## [Exercise directions]
Work through the records below and tally every line containing "bottom". Reply with the total alone.

## [Dataset extract]
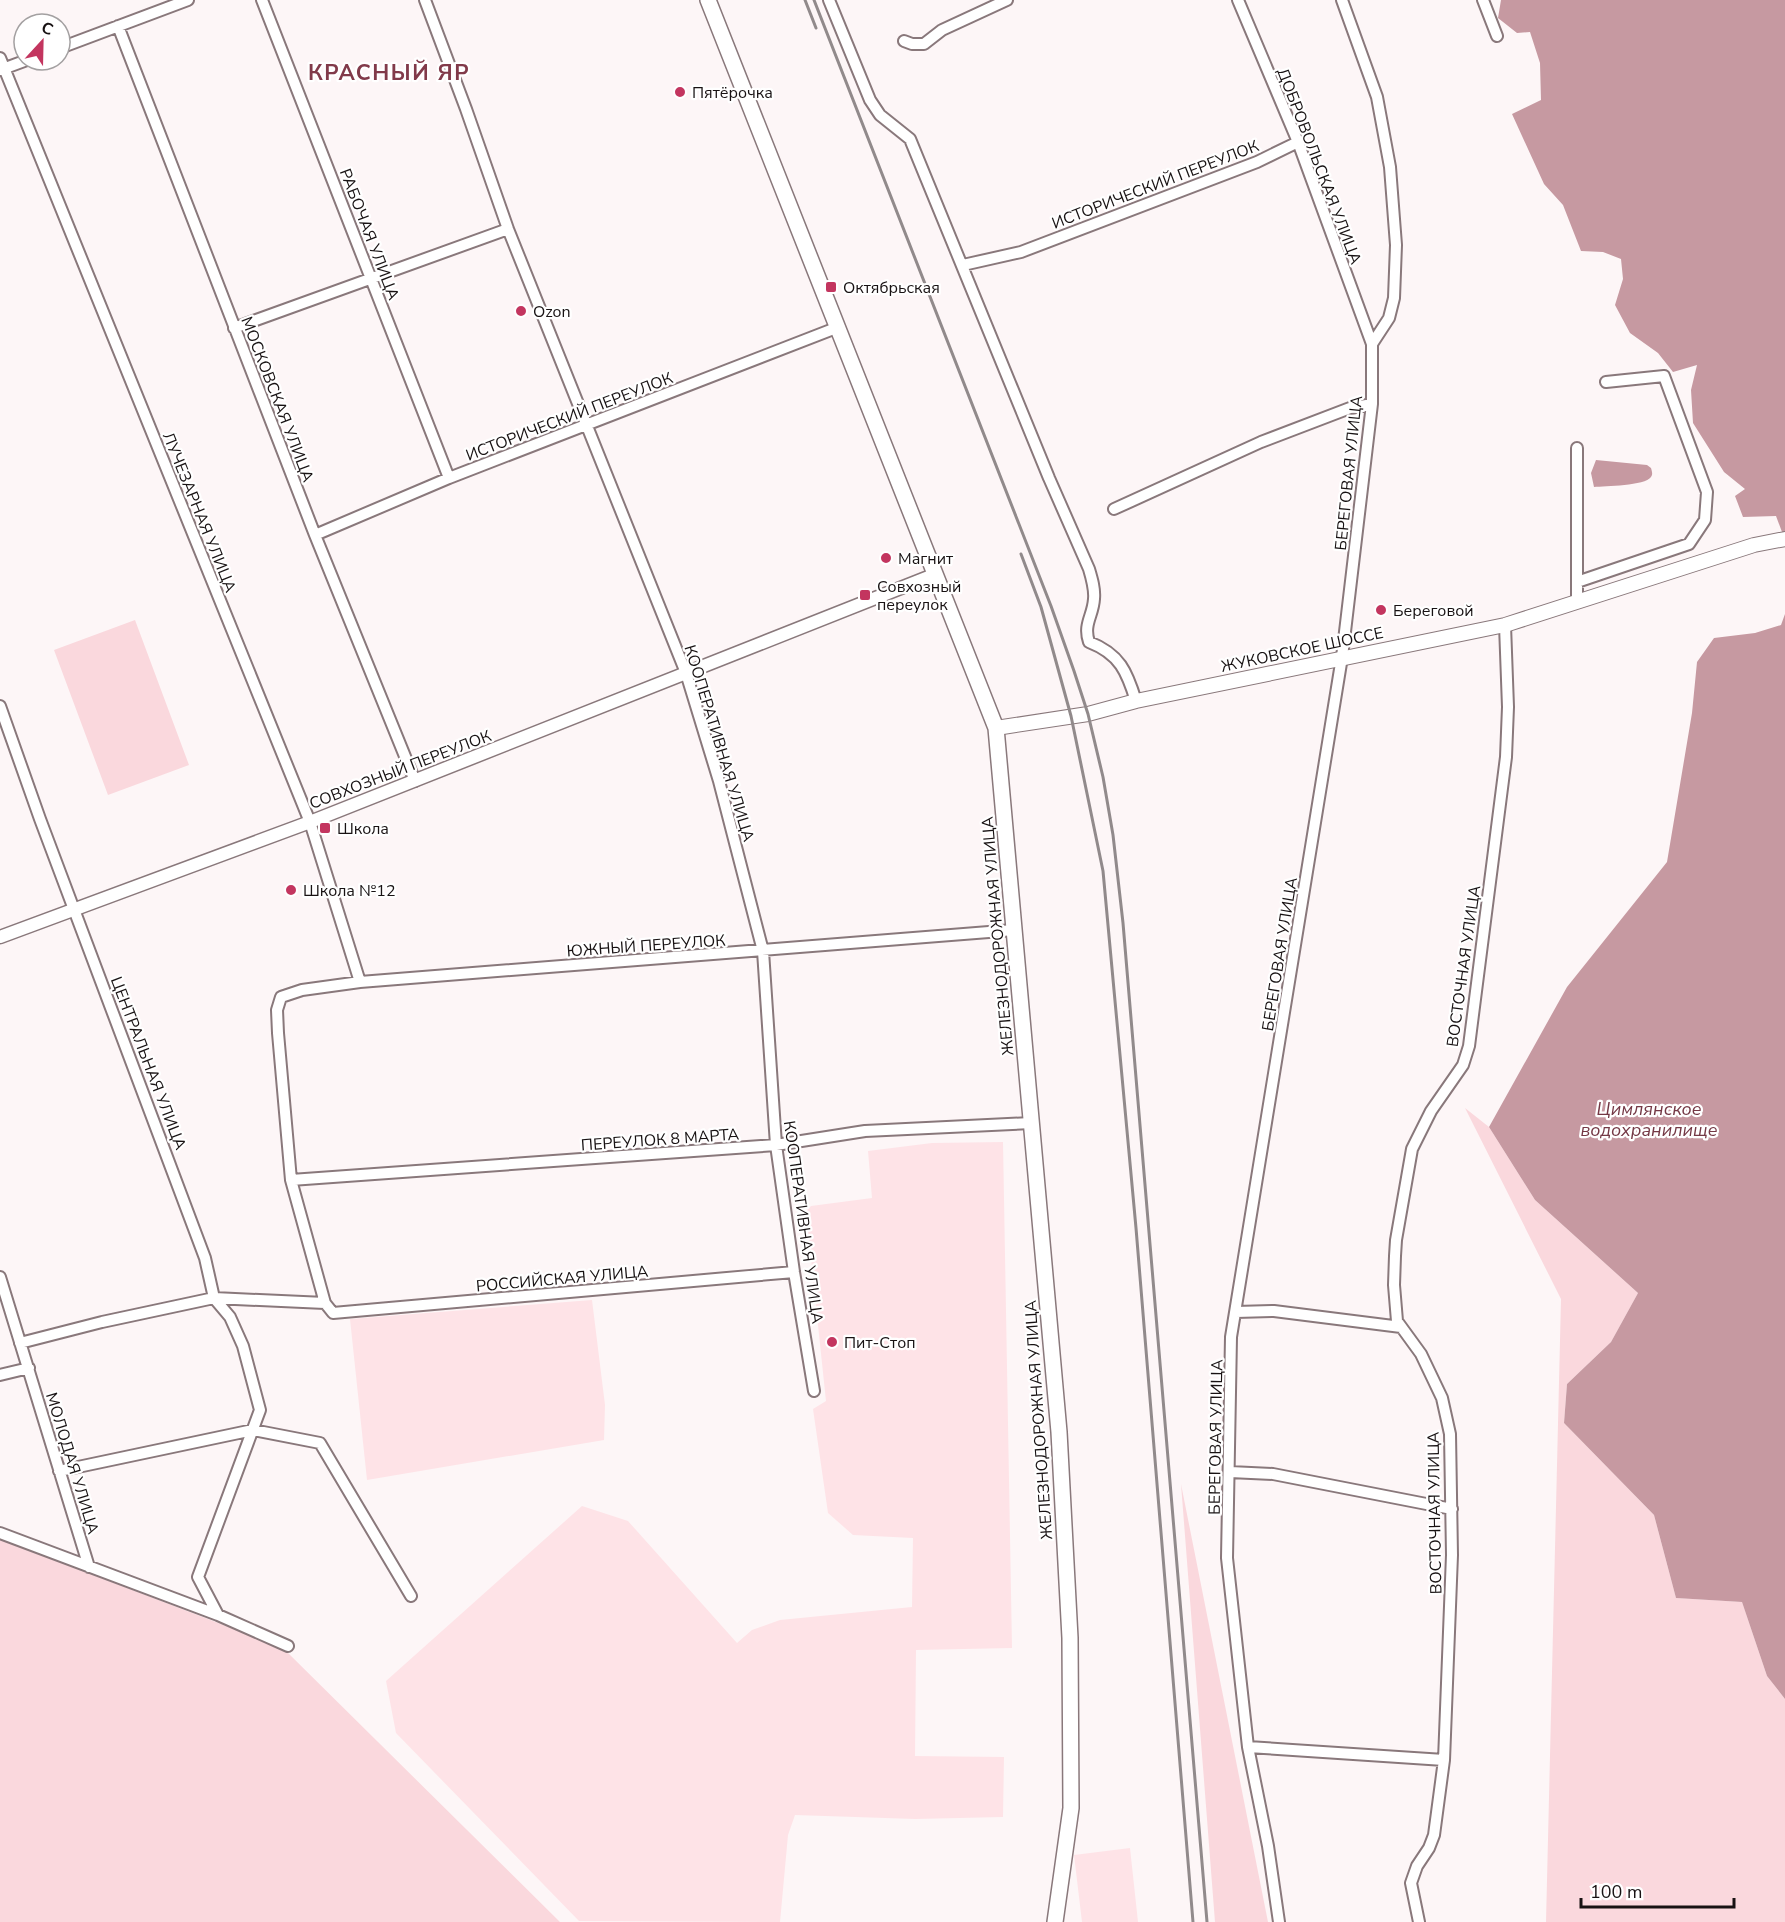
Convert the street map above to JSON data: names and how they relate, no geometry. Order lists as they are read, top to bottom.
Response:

==

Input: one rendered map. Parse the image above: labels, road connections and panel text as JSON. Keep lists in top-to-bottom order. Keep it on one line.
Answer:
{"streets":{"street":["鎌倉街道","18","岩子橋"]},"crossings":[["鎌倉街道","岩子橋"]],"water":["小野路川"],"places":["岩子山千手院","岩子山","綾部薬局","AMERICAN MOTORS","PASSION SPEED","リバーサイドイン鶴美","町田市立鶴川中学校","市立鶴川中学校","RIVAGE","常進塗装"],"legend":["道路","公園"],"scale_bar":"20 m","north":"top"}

## [Answer below]
2